Records from a collection
####################
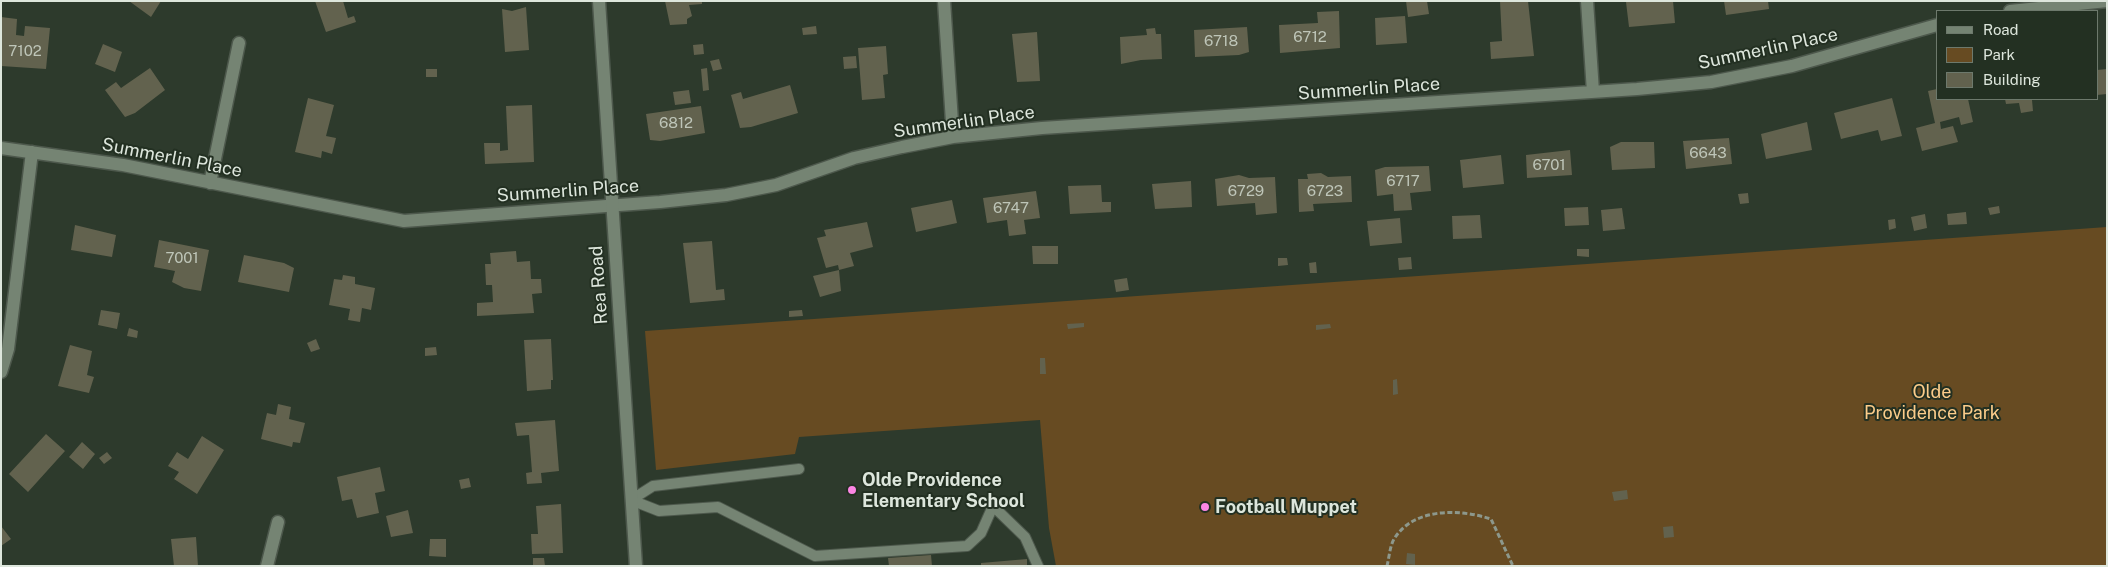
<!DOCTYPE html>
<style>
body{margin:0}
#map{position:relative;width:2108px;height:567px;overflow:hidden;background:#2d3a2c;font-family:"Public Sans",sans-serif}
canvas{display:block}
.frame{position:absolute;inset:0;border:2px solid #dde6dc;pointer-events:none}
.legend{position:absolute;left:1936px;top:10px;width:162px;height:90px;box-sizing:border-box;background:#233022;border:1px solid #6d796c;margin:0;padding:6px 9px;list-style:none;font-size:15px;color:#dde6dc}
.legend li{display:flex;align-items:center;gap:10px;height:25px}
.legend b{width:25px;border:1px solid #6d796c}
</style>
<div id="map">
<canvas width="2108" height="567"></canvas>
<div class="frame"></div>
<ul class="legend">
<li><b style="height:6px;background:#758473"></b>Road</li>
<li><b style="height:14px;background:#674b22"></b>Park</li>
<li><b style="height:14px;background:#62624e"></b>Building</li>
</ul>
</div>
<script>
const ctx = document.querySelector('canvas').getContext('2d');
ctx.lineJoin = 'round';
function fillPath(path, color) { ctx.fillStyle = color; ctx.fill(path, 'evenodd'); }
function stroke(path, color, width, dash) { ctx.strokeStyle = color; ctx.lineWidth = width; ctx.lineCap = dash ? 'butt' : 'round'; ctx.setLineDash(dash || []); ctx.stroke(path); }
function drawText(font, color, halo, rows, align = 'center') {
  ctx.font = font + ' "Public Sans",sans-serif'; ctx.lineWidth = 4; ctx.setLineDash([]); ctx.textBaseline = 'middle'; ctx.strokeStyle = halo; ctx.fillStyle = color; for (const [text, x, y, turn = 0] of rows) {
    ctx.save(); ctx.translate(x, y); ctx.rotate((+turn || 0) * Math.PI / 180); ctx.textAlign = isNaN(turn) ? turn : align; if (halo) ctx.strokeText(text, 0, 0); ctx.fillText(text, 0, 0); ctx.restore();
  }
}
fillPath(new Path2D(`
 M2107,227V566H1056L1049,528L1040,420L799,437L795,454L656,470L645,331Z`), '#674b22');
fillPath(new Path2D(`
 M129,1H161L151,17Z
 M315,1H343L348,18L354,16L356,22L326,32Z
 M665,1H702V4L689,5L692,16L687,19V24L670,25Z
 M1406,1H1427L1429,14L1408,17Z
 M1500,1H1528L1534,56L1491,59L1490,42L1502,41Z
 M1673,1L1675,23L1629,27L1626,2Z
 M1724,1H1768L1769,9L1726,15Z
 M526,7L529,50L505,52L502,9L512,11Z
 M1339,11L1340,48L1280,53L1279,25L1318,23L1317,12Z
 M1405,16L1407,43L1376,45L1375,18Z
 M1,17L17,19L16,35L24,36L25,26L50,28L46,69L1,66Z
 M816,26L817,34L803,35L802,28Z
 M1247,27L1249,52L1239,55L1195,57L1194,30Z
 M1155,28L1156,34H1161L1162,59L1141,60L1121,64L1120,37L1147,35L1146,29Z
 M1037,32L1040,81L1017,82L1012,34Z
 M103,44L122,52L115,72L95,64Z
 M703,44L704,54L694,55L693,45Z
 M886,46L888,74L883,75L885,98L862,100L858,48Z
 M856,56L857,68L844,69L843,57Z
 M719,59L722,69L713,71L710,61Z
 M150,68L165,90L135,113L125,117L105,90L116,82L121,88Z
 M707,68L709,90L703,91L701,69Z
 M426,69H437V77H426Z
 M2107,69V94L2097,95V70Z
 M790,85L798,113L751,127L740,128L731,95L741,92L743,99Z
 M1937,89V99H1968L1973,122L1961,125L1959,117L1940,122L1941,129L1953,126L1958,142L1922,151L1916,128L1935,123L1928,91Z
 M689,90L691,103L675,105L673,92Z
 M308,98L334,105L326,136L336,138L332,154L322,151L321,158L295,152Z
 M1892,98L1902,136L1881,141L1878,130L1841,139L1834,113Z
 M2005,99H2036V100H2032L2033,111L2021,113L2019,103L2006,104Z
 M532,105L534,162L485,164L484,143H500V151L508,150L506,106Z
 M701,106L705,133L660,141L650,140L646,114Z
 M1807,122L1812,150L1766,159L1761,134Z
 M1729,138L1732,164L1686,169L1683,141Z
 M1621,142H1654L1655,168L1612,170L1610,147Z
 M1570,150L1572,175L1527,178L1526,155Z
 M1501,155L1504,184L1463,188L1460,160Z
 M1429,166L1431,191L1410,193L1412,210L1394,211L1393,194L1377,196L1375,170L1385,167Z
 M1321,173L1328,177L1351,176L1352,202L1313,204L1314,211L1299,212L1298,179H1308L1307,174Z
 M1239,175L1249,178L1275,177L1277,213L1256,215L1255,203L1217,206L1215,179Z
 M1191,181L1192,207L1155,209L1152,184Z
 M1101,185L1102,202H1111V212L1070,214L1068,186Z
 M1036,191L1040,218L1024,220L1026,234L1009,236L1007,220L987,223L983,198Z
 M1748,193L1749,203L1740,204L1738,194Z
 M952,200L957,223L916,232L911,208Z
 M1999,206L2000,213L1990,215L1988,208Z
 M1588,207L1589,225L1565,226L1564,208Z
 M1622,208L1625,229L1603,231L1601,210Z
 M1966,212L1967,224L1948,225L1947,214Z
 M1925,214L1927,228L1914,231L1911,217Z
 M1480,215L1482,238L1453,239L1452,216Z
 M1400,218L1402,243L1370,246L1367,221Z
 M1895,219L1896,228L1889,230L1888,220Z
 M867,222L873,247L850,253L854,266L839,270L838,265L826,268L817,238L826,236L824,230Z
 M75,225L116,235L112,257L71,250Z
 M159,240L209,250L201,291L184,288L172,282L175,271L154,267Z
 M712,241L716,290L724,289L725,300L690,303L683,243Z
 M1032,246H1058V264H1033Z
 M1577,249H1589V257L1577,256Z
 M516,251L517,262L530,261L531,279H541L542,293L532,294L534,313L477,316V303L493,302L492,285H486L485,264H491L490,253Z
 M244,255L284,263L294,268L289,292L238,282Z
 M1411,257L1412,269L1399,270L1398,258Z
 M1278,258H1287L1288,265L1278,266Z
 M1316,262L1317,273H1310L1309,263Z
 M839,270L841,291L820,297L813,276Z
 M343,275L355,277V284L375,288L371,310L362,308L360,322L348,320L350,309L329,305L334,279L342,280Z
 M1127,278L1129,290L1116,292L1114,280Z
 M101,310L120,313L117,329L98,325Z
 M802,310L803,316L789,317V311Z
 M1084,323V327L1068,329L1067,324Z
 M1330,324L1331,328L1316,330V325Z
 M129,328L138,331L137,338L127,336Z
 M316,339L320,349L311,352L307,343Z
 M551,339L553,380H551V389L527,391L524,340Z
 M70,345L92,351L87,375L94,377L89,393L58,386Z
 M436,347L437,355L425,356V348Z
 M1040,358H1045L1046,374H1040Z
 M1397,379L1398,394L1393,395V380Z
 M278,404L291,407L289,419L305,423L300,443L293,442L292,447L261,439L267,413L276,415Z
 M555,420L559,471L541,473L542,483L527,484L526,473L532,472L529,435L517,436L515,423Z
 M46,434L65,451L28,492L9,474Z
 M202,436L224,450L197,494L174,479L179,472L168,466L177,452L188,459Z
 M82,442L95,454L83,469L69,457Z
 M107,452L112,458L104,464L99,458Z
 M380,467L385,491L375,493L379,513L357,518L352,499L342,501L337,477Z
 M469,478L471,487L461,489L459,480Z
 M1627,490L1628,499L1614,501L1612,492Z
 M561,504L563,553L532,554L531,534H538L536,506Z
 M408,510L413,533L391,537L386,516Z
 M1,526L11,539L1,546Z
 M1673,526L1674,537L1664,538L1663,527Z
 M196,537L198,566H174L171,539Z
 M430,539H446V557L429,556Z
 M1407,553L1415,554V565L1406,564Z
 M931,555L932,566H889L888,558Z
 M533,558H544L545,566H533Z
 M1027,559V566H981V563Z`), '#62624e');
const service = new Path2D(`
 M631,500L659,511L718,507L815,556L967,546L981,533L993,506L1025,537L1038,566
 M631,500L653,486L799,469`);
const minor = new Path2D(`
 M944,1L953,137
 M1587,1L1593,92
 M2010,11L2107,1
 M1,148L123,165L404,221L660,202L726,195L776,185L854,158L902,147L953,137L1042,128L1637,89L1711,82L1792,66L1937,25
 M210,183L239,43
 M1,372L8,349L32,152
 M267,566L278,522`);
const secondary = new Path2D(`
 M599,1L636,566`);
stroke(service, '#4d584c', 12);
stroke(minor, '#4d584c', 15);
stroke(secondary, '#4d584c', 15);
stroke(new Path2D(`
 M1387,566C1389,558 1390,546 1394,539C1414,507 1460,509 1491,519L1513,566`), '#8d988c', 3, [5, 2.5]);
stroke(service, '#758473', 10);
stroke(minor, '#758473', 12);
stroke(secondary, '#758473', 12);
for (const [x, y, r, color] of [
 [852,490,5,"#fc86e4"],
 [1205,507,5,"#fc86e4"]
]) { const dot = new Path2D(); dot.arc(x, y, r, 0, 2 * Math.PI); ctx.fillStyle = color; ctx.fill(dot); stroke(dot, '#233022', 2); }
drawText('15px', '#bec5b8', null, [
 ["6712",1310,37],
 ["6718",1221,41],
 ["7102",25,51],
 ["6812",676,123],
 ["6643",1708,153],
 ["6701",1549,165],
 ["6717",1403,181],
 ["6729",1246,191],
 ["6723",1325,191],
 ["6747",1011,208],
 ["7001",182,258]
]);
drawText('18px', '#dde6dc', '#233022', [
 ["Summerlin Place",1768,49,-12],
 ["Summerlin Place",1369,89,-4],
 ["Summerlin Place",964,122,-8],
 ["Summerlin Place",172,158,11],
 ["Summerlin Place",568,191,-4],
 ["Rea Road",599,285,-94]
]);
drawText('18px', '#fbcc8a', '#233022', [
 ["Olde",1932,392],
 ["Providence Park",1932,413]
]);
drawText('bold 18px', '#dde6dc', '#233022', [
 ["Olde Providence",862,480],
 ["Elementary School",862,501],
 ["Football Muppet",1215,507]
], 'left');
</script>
####################
About this task —
Report each line above containing the string "lineWidth".

Solved exercise —
function stroke(path, color, width, dash) { ctx.strokeStyle = color; ctx.lineWidth = width; ctx.lineCap = dash ? 'butt' : 'round'; ctx.setLineDash(dash || []); ctx.stroke(path); }
  ctx.font = font + ' "Public Sans",sans-serif'; ctx.lineWidth = 4; ctx.setLineDash([]); ctx.textBaseline = 'middle'; ctx.strokeStyle = halo; ctx.fillStyle = color; for (const [text, x, y, turn = 0] of rows) {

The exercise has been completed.